[Opening STUDY MATERIAL section]
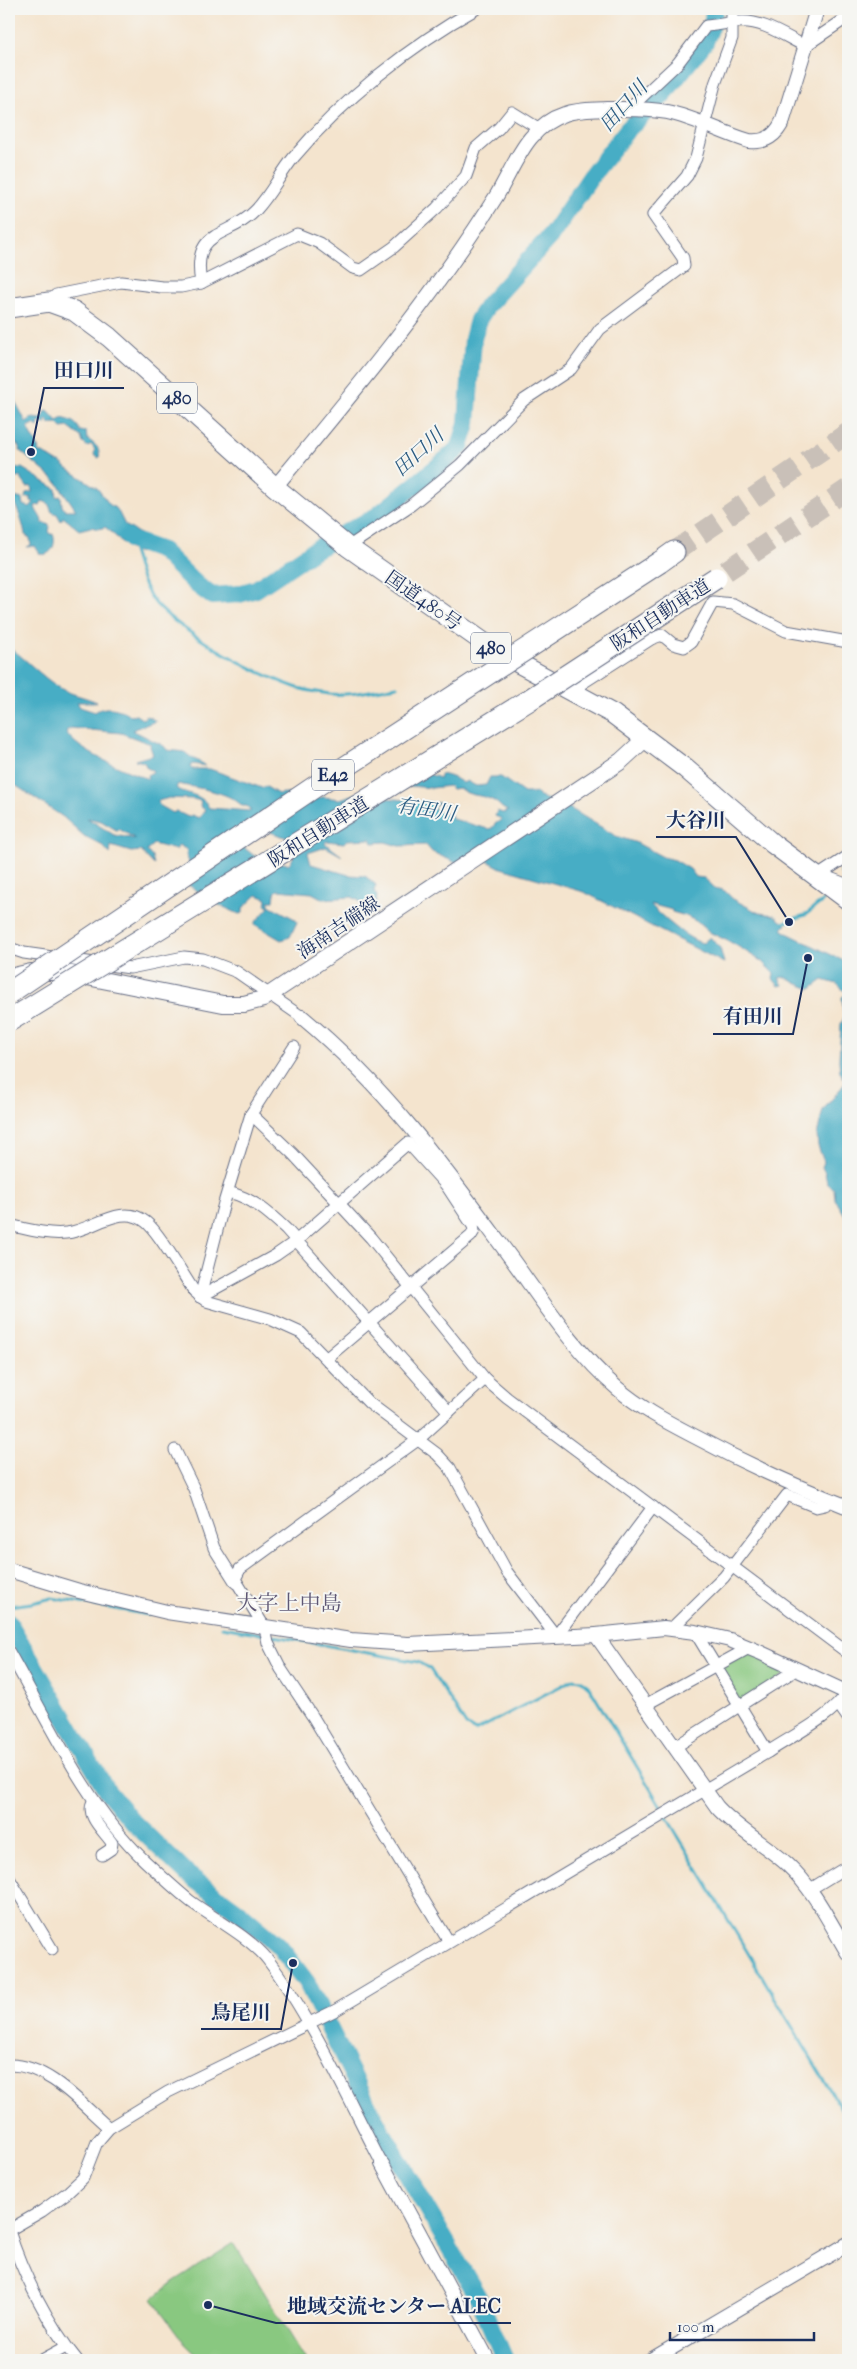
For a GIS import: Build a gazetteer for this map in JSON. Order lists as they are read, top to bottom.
{
  "streets": {
    "highway": [
      "480",
      "国道480号",
      "阪和自動車道",
      "E42"
    ],
    "main road": ["海南吉備線"]
  },
  "crossings": [
    ["国道480号", "海南吉備線"]
  ],
  "districts": ["大字上中島"],
  "water": ["田口川", "有田川"],
  "places": [
    "田口川",
    "大谷川",
    "有田川",
    "鳥尾川",
    "地域交流センター ALEC"
  ],
  "scale_bar": "100 m"
}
[Closing STUDY MATERIAL section]
• TASK
Omit every image. Quote each record exactly.

• RESPONSE
For a GIS import: Build a gazetteer for this map in JSON. Order lists as they are read, top to bottom.
{
  "streets": {
    "highway": [
      "480",
      "国道480号",
      "阪和自動車道",
      "E42"
    ],
    "main road": ["海南吉備線"]
  },
  "crossings": [
    ["国道480号", "海南吉備線"]
  ],
  "districts": ["大字上中島"],
  "water": ["田口川", "有田川"],
  "places": [
    "田口川",
    "大谷川",
    "有田川",
    "鳥尾川",
    "地域交流センター ALEC"
  ],
  "scale_bar": "100 m"
}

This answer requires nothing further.